Unsere Arbeitsgruppe wird seit April 2011 von der Deutschen Krebshilfe e. V. im Rahmen des Max-Eder-Nachwuchsgruppenprogramms neu gefördert.
Our long-term goal is to elucidate the mechanisms driving dormancy during minimal residual disease and causing disease recurrence in pediatric ALL. Despite good cure and overall survival rates, roughly 15% of pediatric ALL patients eventually develop relapse and some of these relapses may occur years after termination of therapy or, at times when residual disease was not detectable by routine diagnostic methods shortly before. This suggests that dormant leukemia cells survive in growth-restrictive niches, and, upon yet unknown cues, resume proliferation thus causing clinically detectable medullary and/or extramedullary disease. Late relapses generally occur in patients with good initial treatment response and often in subgroups with favorable genetic alterations such as t(12;21) or t(1;19). Early relapses tend to develop in other genetically defined subgroups such as patients with MLL-rearrangement (e. g. t(4;11) or t(9;11)) and BCR-ABL1 fusion (t(9;22)). The fact that ALL relapse remains the fourth most common cancer in children and a leading cause of cancer-related mortality, emphasizes the need for new therapeutic strategies further improving and optimizing long-term outcomes in defined subsets of patients. Patients harboring dormant leukemia may be at high risk for relapses and current risk group stratification by initial therapy response may not be sufficient for their detection.

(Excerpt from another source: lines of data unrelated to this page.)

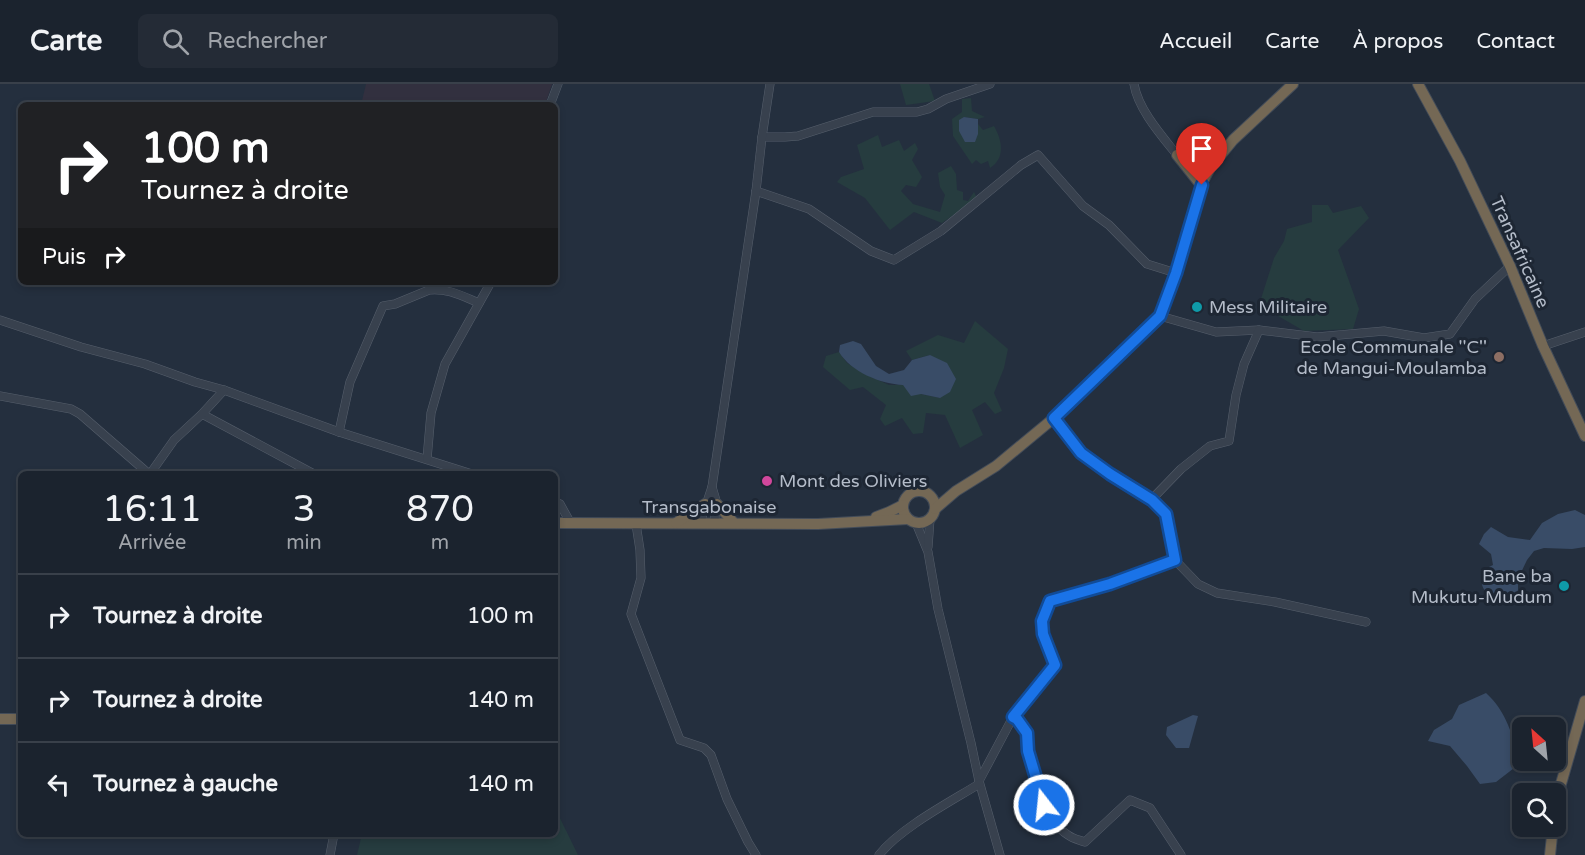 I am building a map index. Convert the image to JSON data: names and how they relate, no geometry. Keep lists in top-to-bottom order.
{
  "streets": {
    "highway": ["Transafricaine", "Transgabonaise"]
  },
  "places": [
    "Mess Militaire",
    "Ecole Communale ''C'' de Mangui-Moulamba",
    "Mont des Oliviers",
    "Bane ba Mukutu-Mudum"
  ],
  "north": "top left",
  "page": {
    "header": "Carte",
    "search": "Rechercher",
    "nav": [
      "Accueil",
      "Carte",
      "À propos",
      "Contact"
    ],
    "turn": ["100 m", "Tournez à droite"],
    "then": "Puis",
    "eta": [
      "16:11",
      "Arrivée",
      "3",
      "min",
      "870",
      "m"
    ],
    "list": [
      {
        "name": "Tournez à droite",
        "value": "100 m"
      },
      {
        "name": "Tournez à droite",
        "value": "140 m"
      },
      {
        "name": "Tournez à gauche",
        "value": "140 m"
      }
    ]
  }
}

On the cellular level, dormancy is defined by a reversible state of growth arrest and survival. Previous work by our group has shown that tumor cell dormancy in head and neck cancer (HNSCC) can occur through activation of the p38, TGF-beta and endoplasmic reticulum (ER) stress pathways. These signals maintain cell cycle arrest and promote survival upon chemotherapy and microenvironmental stress, e. g. upon dissemination. Recent work coauthored by our group suggests that the degree of permissivity of the microenvironment largely regulates the fate of disseminated tumor cells (DTCs): In “restrictive” sites such as the bone marrow, high TGFβ2 signaling intensity induces a p38high dormant phenotype while “permissive” sites such as the lung display weak TGFβ2 signals and a p38low proliferative phenotype in human HNSCC xenografts. The situation in ALL may be similar, as ALL cells are highly influenced by niche-dependent growth signals. This is supported by multiple experiences that reliable in vitro culture of most ALL primary samples is virtually impossible. However, as ALL is bone-marrow derived, microenvironments “restrictive” to DTC cell growth may be “permissive” to ALL and vice versa. It has for instance been demonstrated that the production of important pro-proliferative cytokines in co-cultures of ALL cells with bone marrow mesenchymal stromal cells (BMSCs) such as CXCL12, IL-6, VEGF and PDGF is p38 dependent. However, these stromal cells are immortalized and may have gained cancer-like properties so that observations from co-culture models may not reflect the reality in vivo adequately.